Most other jurisdictions, however, have rejected Frenette. In the leading case from British Columbia (Iannone v Hoogenraad, 1992 CanLII 1630 (BC CA)), the Court of Appeal dealt with both evidentiary and public policy arguments. The Court ruled that while in the absence of filed tax returns it would be difficult to credibly establish the plaintiff’s past levels of earnings, it was not necessarily impossible, so long as sufficient other forms of evidence were introduced (see below). With respect to the public policy argument raised in Frenette, the Court ruled that the rule of ex turpi causa was relevant only as to the determination of whether or not a claim arising out of illegal activities should be allowed to proceed in the first place, and could not be applied to exclude the plaintiff from advancing evidence in an otherwise valid claim. Similar decisions have been reached in other jurisdictions.

What can Counsel do to substantiate the losses?

The basic dilemma for plaintiffs’ counsel, as recently expressed by the Supreme Court of British Columbia (Legault v. Brock Shopping Centre Ltd. 2010 BCSC 687), is that the plaintiff “must ask the court to accept as a fact that he was dishonest on an annual basis in filing many false returns, and then he must persuade the court that his evidence at trial should be accepted, notwithstanding the undermining of his personal credibility.”

A review of some of the recent case law is useful in determining methods that can (and cannot) be used to substantiate and quantify unreported income.

1. Other Documents/Evidence

Even in the absence of accurately filed income tax returns, it may be possible to corroborate a level of historical earnings through other types of documentary evidence. Pay stubs, bank statements, sales invoices and other business records can be used to recreate the plaintiff’s income level with reasonable accuracy.

However, these documents must be pieced together into a meaningful, coherent “story”. In one recent case (Stein v. Kline, 2012 BCSC 573), the plaintiff claimed a loss of income from his part-time employment as a casual laborer for his brother.
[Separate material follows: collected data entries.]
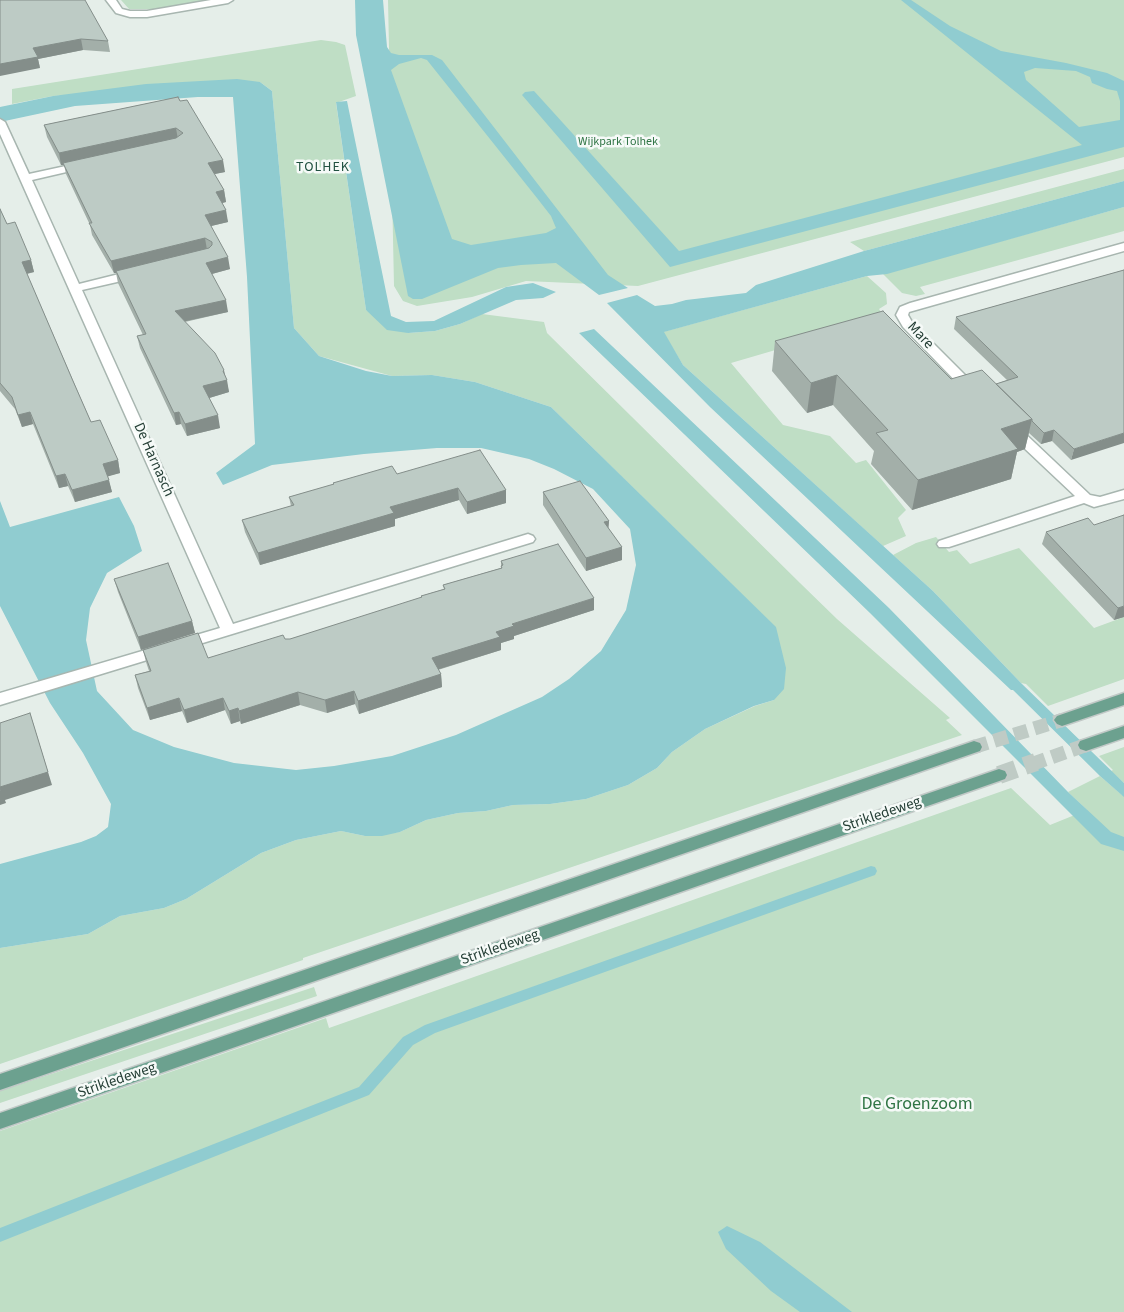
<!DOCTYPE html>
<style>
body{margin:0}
canvas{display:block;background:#e5eee9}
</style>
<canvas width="1124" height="1312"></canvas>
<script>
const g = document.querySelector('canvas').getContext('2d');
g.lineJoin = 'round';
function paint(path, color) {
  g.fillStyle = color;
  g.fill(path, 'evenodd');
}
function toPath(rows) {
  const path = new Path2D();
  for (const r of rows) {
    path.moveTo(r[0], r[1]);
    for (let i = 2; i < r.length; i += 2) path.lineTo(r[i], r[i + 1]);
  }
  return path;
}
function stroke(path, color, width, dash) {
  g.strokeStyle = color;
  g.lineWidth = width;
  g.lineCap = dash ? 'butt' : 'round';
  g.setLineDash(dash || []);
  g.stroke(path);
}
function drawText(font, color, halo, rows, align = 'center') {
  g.font = font + ' "Source Sans 3",sans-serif';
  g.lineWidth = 5;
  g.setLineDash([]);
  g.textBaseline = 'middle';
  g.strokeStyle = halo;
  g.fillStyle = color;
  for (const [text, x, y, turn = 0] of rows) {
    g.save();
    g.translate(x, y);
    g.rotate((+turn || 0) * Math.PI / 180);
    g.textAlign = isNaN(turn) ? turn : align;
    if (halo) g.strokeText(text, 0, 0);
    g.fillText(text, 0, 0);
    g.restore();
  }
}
paint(toPath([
 [121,0,208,0,159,9,129,9],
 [388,0,1124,0,1124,157,638,286,526,281,472,297,417,306,403,301,394,286],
 [321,40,336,42,345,45,356,96,336,103,366,310,408,333,435,331,460,324,482,314,544,322,547,333,800,583,837,619,950,718,946,720,962,735,303,958,303,960,0,1064,0,948,88,934,120,916,164,908,186,899,261,853,296,840,341,831,365,836,400,832,426,820,458,813,486,811,513,805,550,804,586,799,628,785,657,768,672,752,705,729,755,706,774,700,775,627,551,407,475,382,432,375,392,376,319,356,294,328,272,91,260,82,53,96,12,104,12,89],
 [1124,169,1124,181,864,251,850,242],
 [1124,207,1124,231,920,287,925,294,916,296,902,293,883,274],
 [867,276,886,293,887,304,879,309,885,318,731,363,783,425,830,436,856,463,866,460,906,510,898,518,906,536,883,546,683,365,663,332],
 [936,537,949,552,957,550,970,564,1019,548,1094,628,1124,617,1124,679,1048,706,1026,684,1021,683,933,591,893,555,916,543],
 [1124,747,1124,783,1111,771,1113,770,1099,756],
 [1100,776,1122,795,1124,795,1124,1312,0,1312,0,1131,326,1018,329,1028,1011,788,1050,825,1087,810,1068,792],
 [314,987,317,996,0,1103,0,1091]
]), '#bfdec5');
paint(toPath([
 [355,0,383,0,387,47,391,53,399,55,432,55,442,60,608,275,628,288,599,295,556,263,521,265,498,268,422,299,413,299,408,296,356,35],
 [421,58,427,60,537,198,551,216,556,228,546,233,471,245,452,239,391,70,399,64],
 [901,0,911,0,950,26,1001,51,1066,63,1107,73,1124,81,1124,147,670,267,522,95,525,92,534,91,679,251,1082,145],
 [1035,68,1076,71,1090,77,1092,83,1107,89,1117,91,1120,101,1120,120,1079,127,1026,80,1024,72],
 [237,79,260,82,272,91,294,328,319,356,366,371,392,376,432,375,475,382,551,407,776,627,786,668,784,689,774,700,754,706,705,729,672,752,657,768,628,785,586,799,550,804,513,805,486,811,458,813,426,820,400,832,382,836,365,836,341,831,296,840,261,853,186,899,164,908,120,916,88,934,0,948,0,864,81,842,96,836,108,827,111,804,83,753,50,703,0,606,0,501,10,527,119,497,134,526,142,551,107,573,90,608,86,640,97,691,133,730,174,747,234,763,296,770,334,766,392,756,456,735,542,697,569,679,601,651,626,610,636,565,630,529,593,489,554,469,529,459,481,448,437,448,364,454,272,465,223,485,216,473,255,444,247,277,233,97,198,97,75,106,0,122,0,107,53,96,146,84],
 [347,101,391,316,406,322,434,321,506,287,533,283,556,292,543,298,516,300,460,324,435,331,408,333,387,330,366,310,336,102],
 [1124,181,1124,207,887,274,867,276,664,332,683,365,933,591,1021,683,1124,783,1124,797,1100,776,1013,690,1011,690,710,407,607,303,637,295,655,306,672,304,686,300,746,293,756,285,864,251],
 [594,329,889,608,1068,792,1111,832,1124,837,1124,851,1101,844,870,613,579,333],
 [727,1226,760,1242,852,1312,800,1312,771,1291,726,1249,718,1232]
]), '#90ccd0');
paint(toPath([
 [871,866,875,867,877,871,875,875,435,1033,413,1045,369,1095,0,1242,0,1228,359,1087,403,1037,425,1025,871,866]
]), '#90ccd0');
stroke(toPath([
 [974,747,1062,720],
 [1032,764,1086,745]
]), '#bfcbc5', 14, [14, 7]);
stroke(toPath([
 [999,775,1036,762]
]), '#bfcbc5', 18, [18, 9]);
const minor = toPath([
 [106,0,116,0,122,9,130,11,147,11,211,0,233,0,228,3,147,17,130,17,116,13,106,0],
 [0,119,5,122,29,174,84,162,90,165,88,167,32,180,79,284,135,270,141,274,139,277,82,290,233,624,528,534,533,536,535,539,533,542,0,705,0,693,220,628,0,134,0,119],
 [1124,243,1124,251,909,312,908,315,912,322,978,388,979,391,978,394,968,394,903,327,896,315,900,307,910,303,1124,243],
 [1011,424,1016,425,1090,495,1100,497,1124,490,1124,499,1094,507,1084,503,949,547,939,547,937,544,939,541,1075,496,1006,431,1004,428,1011,424]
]);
const major = toPath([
 [1124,693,1124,705,1062,726,1057,724,1054,720,1057,716,1124,693],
 [1124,726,1124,738,1086,751,1080,749,1078,745,1080,741,1124,726],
 [974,741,980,743,982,747,980,751,0,1090,0,1074,974,741],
 [999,769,1005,771,1007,775,1005,779,0,1129,0,1113,999,769]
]);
stroke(minor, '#a8b6b0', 3);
stroke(major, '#c2c9c7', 3);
paint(minor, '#fff');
paint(major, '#6ca18f');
paint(toPath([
 [0,0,108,41,110,52,83,50,38,59,40,68],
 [178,97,225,172,214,174,224,190,226,202,222,203,228,222,211,226,230,269,212,274,228,312,185,322,225,376,229,392,209,398,220,428,187,436,181,424,176,425,140,348,137,336,143,335,118,283,116,273,114,273,92,235,90,225,66,174,64,165,61,165,47,137,44,125],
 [0,209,7,224,31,260,34,272,27,274,91,422,118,460,120,473,107,476,112,492,75,502,68,486,59,488,33,424,22,427,15,409,0,391],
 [1124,270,1071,460,1052,441,1041,444,1029,433,1025,449,1017,452,1011,479,912,510,871,464,874,451,833,405,807,413,772,371,775,341,951,379,996,384,1007,380,954,329,956,317],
 [397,474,506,490,506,503,467,514,459,500,395,519,395,526,260,565,245,532,242,520,291,506,289,497,333,485,333,483],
 [543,492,609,521,608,528,622,547,622,560,586,571,543,505],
 [1088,518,1124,617,1114,620,1042,544,1046,532],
 [501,561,594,610,514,636,514,639,501,643,501,650,438,670,441,674,442,687,359,714,355,704,327,713,300,705,241,724,240,721,231,724,225,710,187,723,182,711,150,720,138,688,135,675,149,671,146,662,143,650,208,658,285,639,290,639,422,598,421,596,444,589,443,585,501,568],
 [114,579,192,621,195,633,141,650,118,592]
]), '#a3afa9');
paint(toPath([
 [81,39,83,50,38,59,40,68,0,76,0,64,33,48],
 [176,128,178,140,63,163,64,165,61,165,59,153],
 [223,160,225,172,210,175,208,163],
 [224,190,226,202,218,204,216,192],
 [226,210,228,222,207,227,205,215],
 [205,238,207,250,116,271,116,273,114,273,111,261],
 [228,257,230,269,208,275,206,263],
 [31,260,34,272,25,274,22,262],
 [226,300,228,312,177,323,175,311],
 [224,370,226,380,227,380,229,392,206,399,203,386],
 [837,375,833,405,807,413,811,383],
 [30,412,33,424,22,427,18,415],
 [179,412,181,424,176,425,174,413],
 [218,415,220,428,187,436,185,424],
 [1032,419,1025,449,1017,452,1011,479,912,510,918,480,1001,429],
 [1054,430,1052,441,1041,444,1044,433],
 [1124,433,1124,443,1071,460,1074,449],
 [118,460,120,473,106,477,103,464],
 [65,474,68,486,59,488,56,476],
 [109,480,112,492,75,502,72,490],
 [458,488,459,500,395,519,395,526,260,565,258,553,390,507],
 [506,490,506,503,467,514,467,502],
 [609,521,608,534,604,522],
 [622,547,622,560,586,571,586,558],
 [594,598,594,610,514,636,514,639,501,643,501,650,433,671,432,658,512,624],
 [1124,606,1124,617,1114,620,1118,608],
 [192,621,195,633,141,650,138,637],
 [441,674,442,687,359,714,358,701],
 [354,691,355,704,327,713,325,700],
 [298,692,300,705,241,724,239,711],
 [179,698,182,711,150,720,147,708],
 [223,698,225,710,187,723,184,710],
 [238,708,240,721,231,724,229,711],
 [30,713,52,785,5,800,6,803,0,805,0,787]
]), '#848e8a');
const building = toPath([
 [0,0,85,0,108,41,81,39,33,48,38,57,0,64,0,0],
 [178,97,180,101,187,100,223,160,208,163,224,190,216,192,226,210,205,215,228,257,206,263,226,300,175,311,215,353,224,370,223,371,227,380,203,386,218,415,185,424,179,412,174,413,137,336,146,334,116,271,209,248,212,245,212,242,205,238,111,261,89,223,92,223,63,163,176,138,183,133,176,128,59,153,44,125,178,97],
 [0,209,7,224,15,222,31,260,22,262,73,381,91,422,100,420,118,460,103,464,109,480,72,490,65,474,56,476,30,412,18,415,12,397,0,383,0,209],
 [1124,270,1124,433,1074,449,1054,430,1044,433,1032,421,1032,419,996,384,1018,377,956,317,1124,270],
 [883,311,951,379,982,370,1032,419,1001,429,1018,449,918,480,876,433,888,430,837,375,811,383,775,341,883,311],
 [480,450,506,490,467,502,458,488,390,507,394,513,258,553,242,520,294,505,289,497,334,484,333,483,392,466,397,474,480,450],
 [580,481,609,521,604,522,622,547,586,558,543,492,580,481],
 [1124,515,1124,606,1118,608,1046,532,1088,518,1094,525,1124,515],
 [558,544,594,598,512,624,514,626,496,632,500,637,432,658,441,674,358,701,354,691,325,700,298,692,239,711,238,708,229,711,223,698,184,710,179,698,147,708,135,675,151,671,143,650,198,633,208,658,283,635,285,639,290,639,422,597,421,596,445,589,443,585,502,568,501,566,503,565,501,561,558,544],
 [168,563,192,621,138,637,114,579,168,563],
 [30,713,48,772,0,787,1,791,0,791,0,723,30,713]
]);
paint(building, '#bdcbc5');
stroke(building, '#848e8a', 1);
drawText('12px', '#307545', '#f6faf8', [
 ["Wijkpark Tolhek",618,142]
]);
g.letterSpacing = '1px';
drawText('14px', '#215141', '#f6faf8', [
 ["TOLHEK",323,168]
]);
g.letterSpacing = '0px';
drawText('15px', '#253f36', '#f6faf8', [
 ["Mare",920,336,47],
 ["De Harnasch",153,460,66],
 ["Strikledeweg",882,815,-19],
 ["Strikledeweg",500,948,-19],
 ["Strikledeweg",117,1081,-19]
]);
drawText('18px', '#307545', '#f6faf8', [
 ["De Groenzoom",917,1105]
]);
</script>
The plaintiff provided annotated calendars of the jobs he performed both before and following his accident; however, no calculations or other information were presented to estimate how many jobs the plaintiff was unable to fill as a result of his injuries. In addition, no records were provided showing the hourly wage the plaintiff was paid. As a result, the plaintiff did not recover on this element of his claim.

2.  Statistical Data

In another recent case involving a self-employed artisan (Campbell v. Swetland, 2012 BCSC 423 (CanLII)), no financial data from the years immediately prior to the accident was provided in support of the income loss claim. As the Court noted, “There are no T-4’s. There are no invoices. There are no receipts. There are no books or ledgers. The Plaintiff has retained a business card, fliers and even a floor-plan for a craft show, but there are no sales records.”

In spite of this dearth of documentation, the Court accepted the evidence of the plaintiff’s expert, who calculated her earning capacity based on available statistical data relating to average wages for individuals with the same education and occupation.

3.  Provide a reason for non-reporting

Finally, plaintiffs who have historically failed to report income to the taxation authorities will likely suffer from a lack of credibility; such a perception may impact on the plaintiff’s believability in other non-financial areas as well, such as in their description of their symptoms. If a potentially valid reason for failing to report can be provided, this may be helpful in rebuilding the plaintiff’s credibility before the Court (See Brintson v. Morris, 1991 CanLII 4380 (NS SC).

By Ephraim Stulberg. Published in the September 7, 2012 issue of Lawyers Weekly.